Copy each line below that has "selected".

Stored data entries:
________

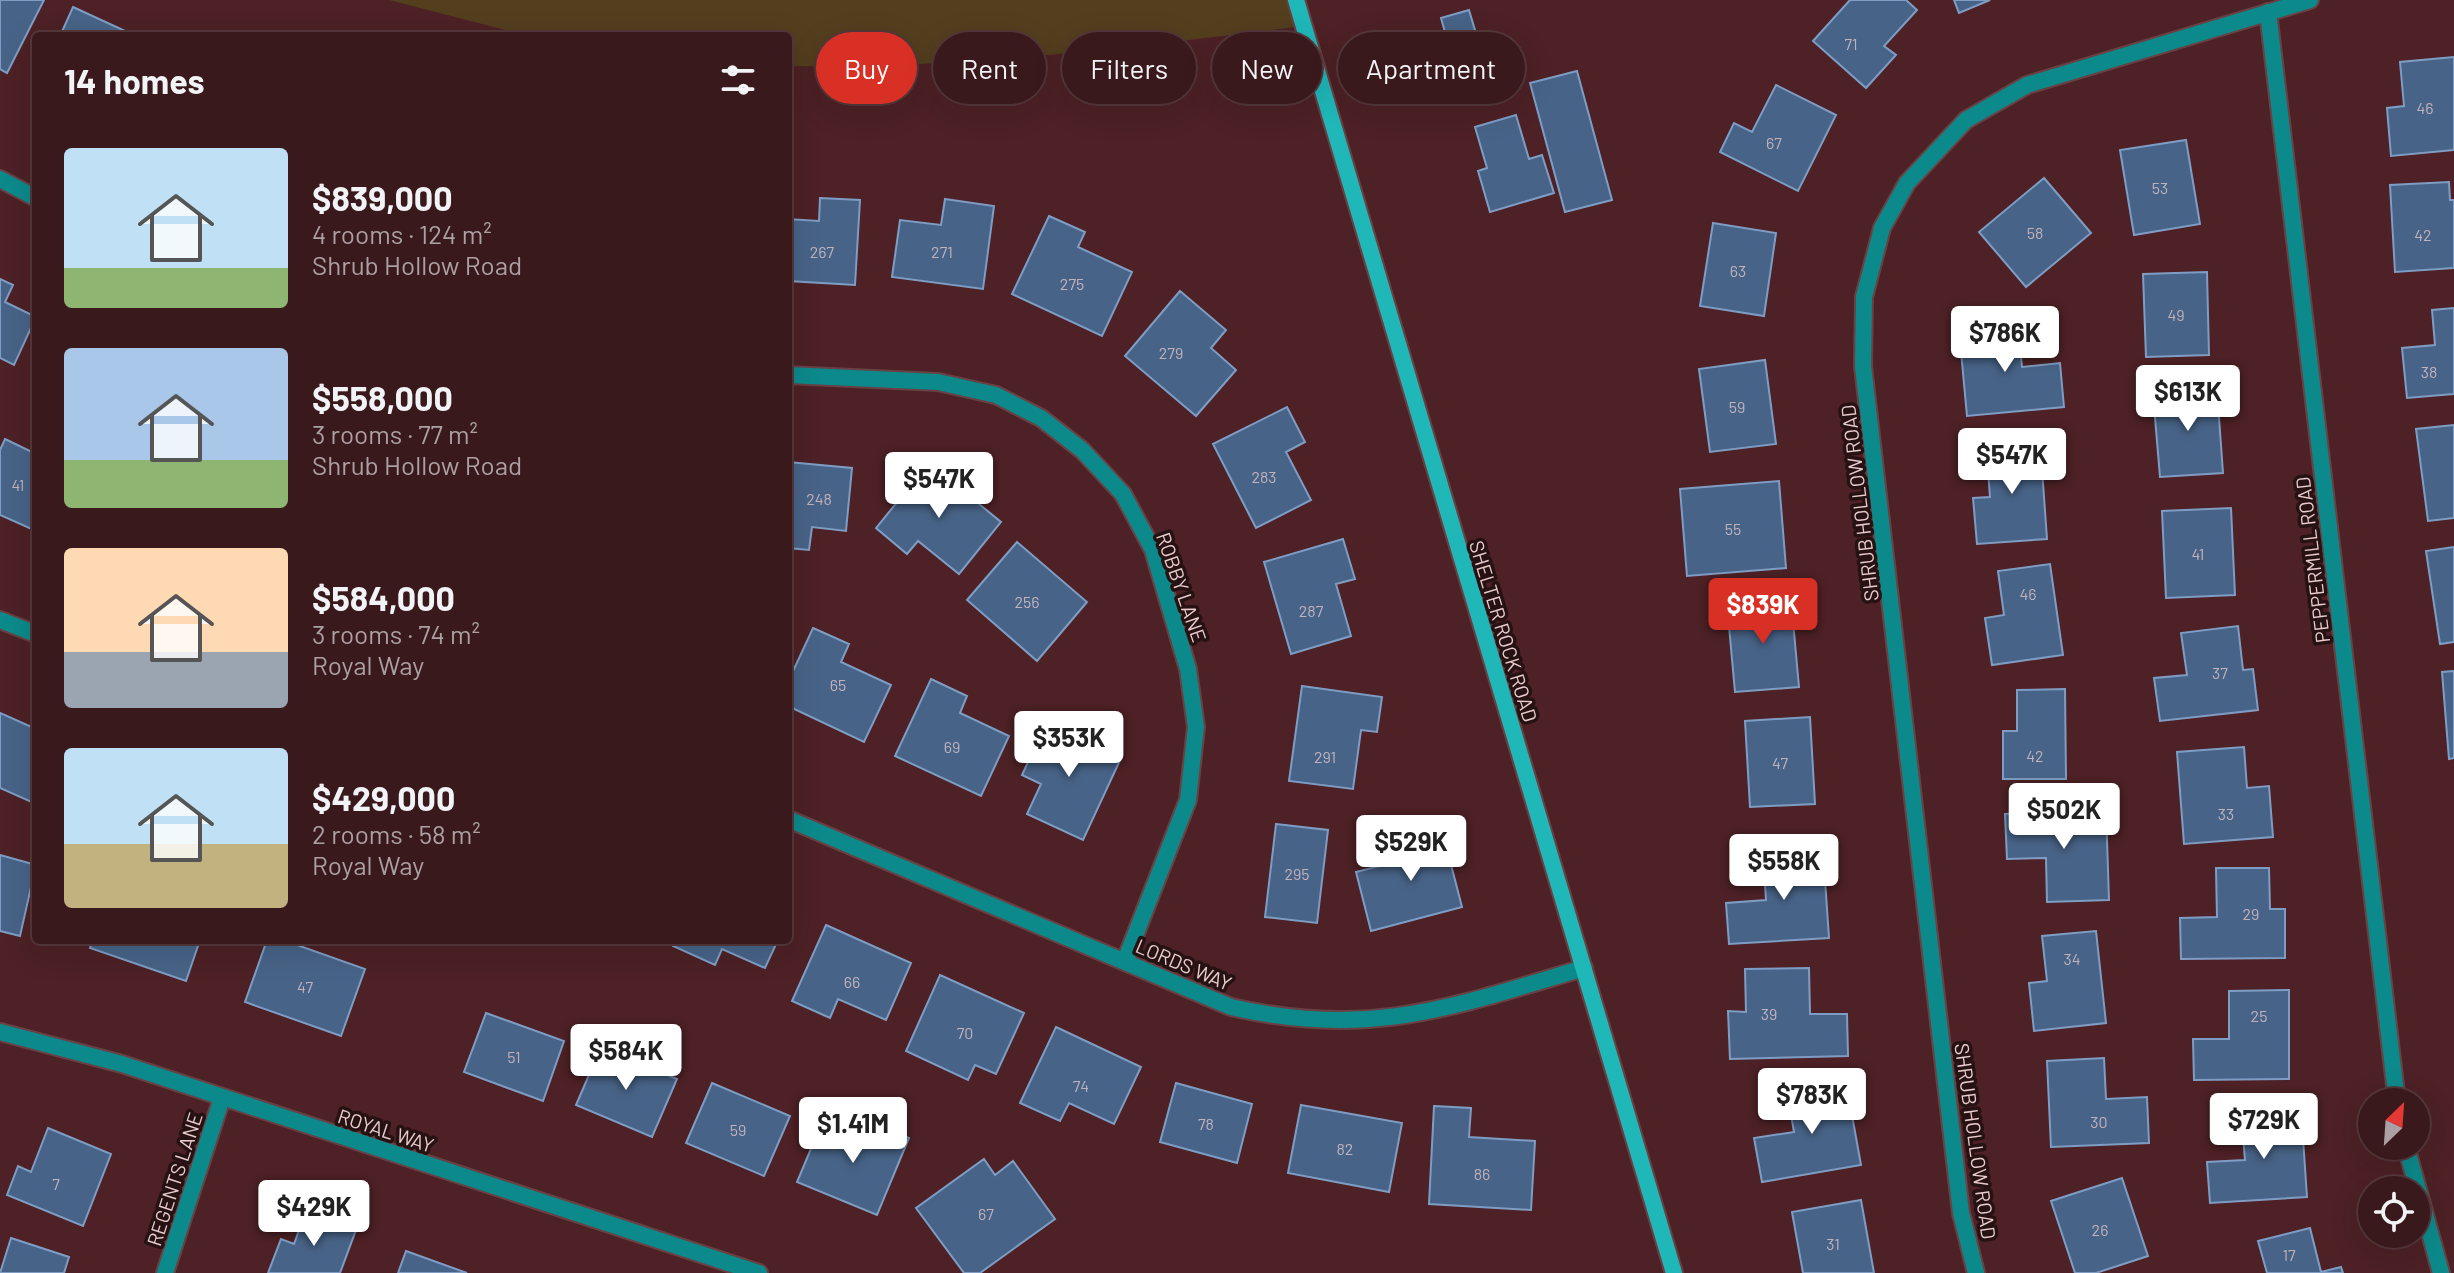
<!DOCTYPE html>
<html lang="en">
<head>
<meta charset="utf-8">
<style>
  :root { --surface:#3a191c; --page:#452629; --text:#f1f3f6; --muted:#aba0a3; --line:#54383b; --accent:#d93025 }
  body { margin:0; font-family:Barlow,sans-serif; background:var(--page); color:var(--text); height:100vh; display:flex; flex-direction:column; font-size:30px; white-space:nowrap }
  * { box-sizing:border-box; margin:0 }
  p { font-size:26px; color:var(--muted) }
  .icon { flex:none; width:44px; height:44px; fill:none; stroke:currentColor; stroke-width:2; stroke-linecap:round; stroke-linejoin:round }
  .map { position:relative; flex:1; overflow:hidden }
  .panel { position:absolute; left:32px; top:32px; width:760px; height:912px; display:flex; flex-direction:column; background:var(--surface); border-radius:8px; box-shadow:0 8px 32px #0002,0 0 0 2px var(--line) }
  .panel>* { flex:none }
  .hud { position:absolute; left:816px; top:32px; width:760px; height:72px; display:flex; gap:16px }
  .needle { width:52px; rotate:25deg }
  .tools { position:absolute; left:2358px; top:1088px; display:grid; gap:16px }
  .tools a { display:grid; place-items:center; width:72px; height:72px; border-radius:50%; background:var(--surface); box-shadow:0 8px 32px #0002,0 0 0 2px var(--line); font-size:40px }
  .price { position:absolute; translate:-50% -68px; padding:0 18px; border-radius:8px; background:#fff; color:#222; font-size:26px; line-height:52px; filter:drop-shadow(0 2px 4px #0008) }
  .price::after { content:''; position:absolute; left:50%; top:48px; width:24px; height:18px; margin-left:-12px; background:inherit; clip-path:polygon(0 0,100% 0,50% 100%) }
  .price.selected { background:var(--accent); color:#fff }
  ul { padding:0; list-style:none }
  li { display:flex; align-items:center; gap:24px; height:200px; padding:0 32px }
  li span { display:grid; place-items:center; flex:none; width:224px; height:160px; border-radius:8px; color:#555 }
  li>.icon { margin-inline-start:auto }
  span .icon { width:96px; height:96px; fill:#fffc; stroke-width:1 }
  li b { font-size:34px }
  h2 { display:flex; justify-content:space-between; align-items:center; height:96px; padding:0 32px; font-size:34px }
  .chip { padding:0 28px; border-radius:36px; background:var(--surface); box-shadow:0 8px 32px #0002,0 0 0 2px var(--line); font-size:28px; line-height:72px }
  .chip.selected { background:var(--accent); color:#fff }
  .map>svg:first-child { display:block }
  .green { fill:#533e1e }
  .building { fill:#476387; stroke:#7f9dc4; stroke-width:2 }
  .lines { fill:none; stroke-linecap:round; stroke-linejoin:round }
  .street-casing { stroke:#694043; stroke-width:20 }
  .secondary-casing { stroke:#694043; stroke-width:20 }
  .street { stroke:#0c8a8b; stroke-width:16 }
  .secondary { stroke:#1fb7b8; stroke-width:16 }
  .labels { text-anchor:middle; dominant-baseline:central; stroke-width:7; stroke-linejoin:round; paint-order:stroke }
  .number-label { font-size:16px; fill:#c1b2bc }
  .street-label { font-size:20px; fill:#eacccd; stroke:#261213 }
</style>
</head>
<body>
<div class="map">
<svg width="2454" height="1273" viewBox="0 0 2454 1273">
  <rect width="100%" height="100%" fill="#4d2125"/>
  <path class="green" d="M 389,0 L 1296,0 L 1304,26 C 1132,47 962,69 788,66 L 788,36 L 528,36 Z"/>
  <path class="building" d="M 0,0 L 44,0 L 7,73 L 0,69 Z
    M 1850,0 L 1906,0 L 1917,10 L 1884,46 L 1896,55 L 1866,88 L 1813,41 Z
    M 1954,0 L 1990,0 L 1959,13 Z
    M 73,7 L 134,35 L 133,36 L 60,36 Z
    M 1469,10 L 1484,60 L 1455,68 L 1441,18 Z
    M 2454,57 L 2454,150 L 2391,156 L 2387,108 L 2404,106 L 2400,62 Z
    M 1577,71 L 1612,200 L 1565,212 L 1530,83 Z
    M 1776,85 L 1836,115 L 1798,191 L 1720,152 L 1734,123 L 1752,132 Z
    M 1516,115 L 1529,159 L 1542,155 L 1554,193 L 1490,212 L 1478,171 L 1487,168 L 1475,127 Z
    M 2186,140 L 2200,224 L 2134,235 L 2120,150 Z
    M 2044,178 L 2091,233 L 2026,287 L 1979,232 Z
    M 2449,182 L 2450,200 L 2454,200 L 2454,268 L 2395,272 L 2390,185 Z
    M 820,198 L 860,200 L 855,285 L 788,281 L 788,219 L 819,221 Z
    M 945,199 L 994,206 L 983,289 L 892,277 L 900,220 L 941,225 Z
    M 1049,216 L 1085,232 L 1078,247 L 1132,272 L 1102,336 L 1012,294 Z
    M 1713,223 L 1776,233 L 1764,316 L 1700,306 Z
    M 2207,272 L 2209,355 L 2146,357 L 2143,274 Z
    M 0,279 L 13,285 L 5,302 L 36,317 L 14,365 L 0,358 Z
    M 1180,291 L 1226,330 L 1211,348 L 1236,370 L 1196,416 L 1125,356 Z
    M 2454,308 L 2454,394 L 2407,398 L 2402,348 L 2435,345 L 2432,310 Z
    M 2018,325 L 2022,367 L 2060,363 L 2064,407 L 1967,416 L 1959,330 Z
    M 1765,360 L 1776,444 L 1710,452 L 1699,369 Z
    M 2217,390 L 2223,473 L 2160,477 L 2153,394 Z
    M 1287,407 L 1305,442 L 1286,452 L 1311,500 L 1256,528 L 1213,444 Z
    M 2454,425 L 2454,518 L 2428,521 L 2416,429 Z
    M 5,439 L 36,454 L 36,531 L 0,515 L 0,450 Z
    M 2040,441 L 2047,539 L 1977,544 L 1973,498 L 1990,497 L 1986,445 Z
    M 788,462 L 852,468 L 846,531 L 812,527 L 809,550 L 788,548 Z
    M 929,463 L 1001,522 L 959,574 L 918,541 L 907,554 L 876,528 Z
    M 1779,481 L 1786,568 L 1687,576 L 1680,489 Z
    M 2231,508 L 2235,595 L 2166,598 L 2162,511 Z
    M 1343,539 L 1355,579 L 1336,584 L 1351,636 L 1291,654 L 1264,562 Z
    M 1017,542 L 1087,602 L 1037,661 L 967,600 Z
    M 2454,547 L 2454,642 L 2440,644 L 2426,551 Z
    M 2050,564 L 2063,655 L 1992,665 L 1985,618 L 2004,615 L 1998,571 Z
    M 1791,599 L 1799,687 L 1735,692 L 1727,604 Z
    M 2238,626 L 2243,670 L 2253,669 L 2258,710 L 2160,721 L 2154,678 L 2187,675 L 2181,633 Z
    M 813,628 L 849,644 L 841,662 L 891,685 L 864,742 L 788,706 L 788,682 Z
    M 2454,671 L 2454,758 L 2449,759 L 2442,672 Z
    M 931,679 L 967,696 L 960,713 L 1009,736 L 981,796 L 895,756 Z
    M 1302,686 L 1382,697 L 1377,732 L 1361,730 L 1353,789 L 1289,781 Z
    M 2065,689 L 2066,779 L 2003,779 L 2003,731 L 2017,731 L 2017,690 Z
    M 0,713 L 36,729 L 36,804 L 0,788 Z
    M 1810,717 L 1815,804 L 1750,807 L 1745,721 Z
    M 1047,721 L 1122,756 L 1083,840 L 1027,814 L 1041,784 L 1022,775 Z
    M 2244,747 L 2247,788 L 2269,786 L 2273,837 L 2184,844 L 2177,752 Z
    M 2106,810 L 2109,900 L 2047,902 L 2046,858 L 2007,859 L 2005,814 Z
    M 1276,824 L 1328,830 L 1317,923 L 1265,917 Z
    M 1441,826 L 1462,907 L 1371,931 L 1356,872 L 1407,859 L 1402,836 Z
    M 1823,850 L 1829,938 L 1729,944 L 1726,903 L 1766,900 L 1763,854 Z
    M 0,855 L 36,865 L 20,936 L 0,931 Z
    M 2216,868 L 2269,868 L 2270,909 L 2285,909 L 2285,958 L 2181,959 L 2180,918 L 2217,917 Z
    M 826,925 L 911,963 L 886,1020 L 838,999 L 830,1018 L 792,1001 Z
    M 2096,931 L 2106,1023 L 2034,1031 L 2029,983 L 2047,981 L 2042,936 Z
    M 93,940 L 200,940 L 186,981 L 90,948 Z
    M 267,940 L 283,940 L 365,969 L 341,1036 L 245,1002 Z
    M 675,940 L 778,940 L 765,968 L 722,949 L 715,965 L 673,946 Z
    M 1809,968 L 1810,1014 L 1847,1014 L 1848,1056 L 1730,1059 L 1728,1011 L 1746,1012 L 1745,969 Z
    M 940,975 L 1024,1013 L 996,1074 L 975,1065 L 968,1080 L 906,1051 Z
    M 2289,990 L 2289,1079 L 2194,1080 L 2193,1039 L 2229,1039 L 2229,991 Z
    M 486,1013 L 564,1041 L 543,1101 L 464,1072 Z
    M 1056,1027 L 1141,1067 L 1114,1124 L 1069,1103 L 1060,1121 L 1020,1103 Z
    M 601,1047 L 677,1079 L 652,1137 L 576,1105 Z
    M 2104,1058 L 2106,1099 L 2147,1097 L 2149,1143 L 2051,1147 L 2047,1061 Z
    M 1846,1082 L 1861,1165 L 1762,1182 L 1754,1138 L 1794,1132 L 1787,1092 Z
    M 712,1083 L 790,1116 L 764,1176 L 686,1143 Z
    M 1176,1083 L 1252,1104 L 1237,1163 L 1160,1142 Z
    M 1301,1105 L 1402,1123 L 1389,1192 L 1288,1173 Z
    M 1434,1106 L 1471,1108 L 1469,1137 L 1535,1141 L 1531,1210 L 1429,1204 Z
    M 2301,1109 L 2307,1197 L 2210,1203 L 2207,1162 L 2245,1160 L 2241,1113 Z
    M 823,1120 L 876,1141 L 882,1126 L 909,1138 L 877,1215 L 797,1182 Z
    M 48,1128 L 111,1154 L 83,1226 L 7,1195 L 18,1166 L 31,1172 Z
    M 984,1159 L 995,1175 L 1013,1161 L 1055,1219 L 980,1273 L 964,1273 L 916,1208 Z
    M 2122,1178 L 2148,1256 L 2096,1273 L 2075,1273 L 2051,1201 Z
    M 1861,1200 L 1874,1273 L 1803,1273 L 1792,1212 Z
    M 306,1211 L 356,1230 L 340,1273 L 268,1273 L 281,1239 L 294,1244 Z
    M 2310,1228 L 2321,1272 L 2341,1267 L 2343,1273 L 2267,1273 L 2258,1241 Z
    M 11,1238 L 69,1257 L 64,1273 L 0,1273 Z
    M 406,1251 L 467,1273 L 398,1273 Z"/>
  <g class="lines">
    <defs>
      <path id="street" d="M 2268,12 L 2397,1102
        M 0,179 L 36,198
        M 788,375 L 938,382 L 996,395 L 1041,418 L 1082,450 L 1123,494 L 1153,550 L 1188,669 L 1196,727 L 1188,800 L 1125,961
        M 0,620 L 36,634
        M 788,819 L 1231,1007 C 1370,1039 1452,1007 1584,968
        M 0,1032 L 122,1064 L 759,1273
        M 2406,1146 L 2441,1273
        M 165,1273 L 222,1098
        M 1976,1273 L 1961,1213 L 1863,366 L 1864,297 L 1882,228 L 1907,183 L 1966,120 L 2027,85 L 2310,0"/>
      <path id="secondary" d="M 1296,0 L 1674,1273"/>
    </defs>
    <use href="#street" class="street-casing"/>
    <use href="#secondary" class="secondary-casing"/>
    <use href="#street" class="street"/>
    <use href="#secondary" class="secondary"/>
  </g>
  <g class="labels">
    <g class="number-label">
      <text x="1851" y="43">71</text>
      <text x="2425" y="107">46</text>
      <text x="1774" y="142">67</text>
      <text x="2160" y="187">53</text>
      <text x="2035" y="232">58</text>
      <text x="2423" y="234">42</text>
      <text x="822" y="251">267</text>
      <text x="942" y="251">271</text>
      <text x="1738" y="270">63</text>
      <text x="1072" y="283">275</text>
      <text x="2176" y="314">49</text>
      <text x="1171" y="352">279</text>
      <text x="2429" y="371">38</text>
      <text x="1737" y="406">59</text>
      <text x="1264" y="476">283</text>
      <text x="18" y="484">41</text>
      <text x="819" y="498">248</text>
      <text x="1733" y="528">55</text>
      <text x="2198" y="553">41</text>
      <text x="2028" y="593">46</text>
      <text x="1027" y="601">256</text>
      <text x="1311" y="610">287</text>
      <text x="2220" y="672">37</text>
      <text x="838" y="684">65</text>
      <text x="952" y="746">69</text>
      <text x="2035" y="755">42</text>
      <text x="1325" y="756">291</text>
      <text x="1780" y="762">47</text>
      <text x="2226" y="813">33</text>
      <text x="1297" y="873">295</text>
      <text x="2251" y="913">29</text>
      <text x="2072" y="958">34</text>
      <text x="852" y="981">66</text>
      <text x="305" y="986">47</text>
      <text x="1769" y="1013">39</text>
      <text x="2259" y="1015">25</text>
      <text x="965" y="1032">70</text>
      <text x="514" y="1056">51</text>
      <text x="1081" y="1085">74</text>
      <text x="2099" y="1121">30</text>
      <text x="1206" y="1123">78</text>
      <text x="738" y="1129">59</text>
      <text x="1345" y="1148">82</text>
      <text x="1482" y="1173">86</text>
      <text x="56" y="1183">7</text>
      <text x="986" y="1213">67</text>
      <text x="2100" y="1229">26</text>
      <text x="1833" y="1243">31</text>
      <text x="2289" y="1254">17</text>
    </g>
    <g class="street-label">
      <text transform="translate(1859 503) rotate(-97)">SHRUB HOLLOW ROAD</text>
      <text transform="translate(2312 560) rotate(-97)">PEPPERMILL ROAD</text>
      <text transform="translate(1182 587) rotate(71)">ROBBY LANE</text>
      <text transform="translate(1504 631) rotate(73)">SHELTER ROCK ROAD</text>
      <text transform="translate(1184 964) rotate(23)">LORDS WAY</text>
      <text transform="translate(386 1130) rotate(18)">ROYAL WAY</text>
      <text transform="translate(1976 1141) rotate(82)">SHRUB HOLLOW ROAD</text>
      <text transform="translate(174 1179) rotate(-72)">REGENTS LANE</text>
    </g>
  </g>
</svg>
<div class="tools">
<a><svg class="needle" viewBox="-14 -14 28 28"><path d="M0-13l5 13h-10z" fill="#e53935"/><path d="M0 13l5-13h-10z" fill="#aba0a3"/></svg></a>
<a><svg class="icon" aria-label="locate" viewBox="0 0 24 24"><circle cx="12" cy="12" r="6"/><path d="M12 2v4M12 18v4M2 12h4M18 12h4"/></svg></a>
</div>
<b class="price" style="left:2005px;top:374px">$786K</b>
<b class="price" style="left:2188px;top:433px">$613K</b>
<b class="price" style="left:2012px;top:496px">$547K</b>
<b class="price" style="left:939px;top:520px">$547K</b>
<b class="price selected" style="left:1763px;top:646px">$839K</b>
<b class="price" style="left:1069px;top:779px">$353K</b>
<b class="price" style="left:2064px;top:851px">$502K</b>
<b class="price" style="left:1411px;top:883px">$529K</b>
<b class="price" style="left:1784px;top:902px">$558K</b>
<b class="price" style="left:626px;top:1092px">$584K</b>
<b class="price" style="left:1812px;top:1136px">$783K</b>
<b class="price" style="left:2264px;top:1161px">$729K</b>
<b class="price" style="left:853px;top:1165px">$1.41M</b>
<b class="price" style="left:314px;top:1248px">$429K</b>
<div class="hud">
<a class="chip selected">Buy</a>
<a class="chip">Rent</a>
<a class="chip">Filters</a>
<a class="chip">New</a>
<a class="chip">Apartment</a>
</div>
<section class="panel">
<h2>14 homes<svg class="icon" aria-label="filters" viewBox="0 0 24 24"><path d="M4 7h16M4 17h16"/><circle cx="9" cy="7" r="2"/><circle cx="15" cy="17" r="2"/></svg></h2>
<ul>
<li><span style="background:linear-gradient(#bfe0f5 75%,#8fb573 0)"><svg class="icon" aria-label="home" viewBox="0 0 24 24"><path d="M3 11l9-7 9 7M6 9v11h12V9"/></svg></span><div><b>$839,000</b><p>4 rooms · 124 m²</p><p>Shrub Hollow Road</p></div></li>
<li><span style="background:linear-gradient(#a9c7e8 70%,#8fb573 0)"><svg class="icon" aria-label="home" viewBox="0 0 24 24"><path d="M3 11l9-7 9 7M6 9v11h12V9"/></svg></span><div><b>$558,000</b><p>3 rooms · 77 m²</p><p>Shrub Hollow Road</p></div></li>
<li><span style="background:linear-gradient(#ffd9b3 65%,#9aa5b1 0)"><svg class="icon" aria-label="home" viewBox="0 0 24 24"><path d="M3 11l9-7 9 7M6 9v11h12V9"/></svg></span><div><b>$584,000</b><p>3 rooms · 74 m²</p><p>Royal Way</p></div></li>
<li><span style="background:linear-gradient(#bfe0f5 60%,#c2b280 0)"><svg class="icon" aria-label="home" viewBox="0 0 24 24"><path d="M3 11l9-7 9 7M6 9v11h12V9"/></svg></span><div><b>$429,000</b><p>2 rooms · 58 m²</p><p>Royal Way</p></div></li>
</ul>
</section>
</div>
</body>
</html>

________

▶ Solved problem
  .price.selected { background:var(--accent); color:#fff }
  .chip.selected { background:var(--accent); color:#fff }
<b class="price selected" style="left:1763px;top:646px">$839K</b>
<a class="chip selected">Buy</a>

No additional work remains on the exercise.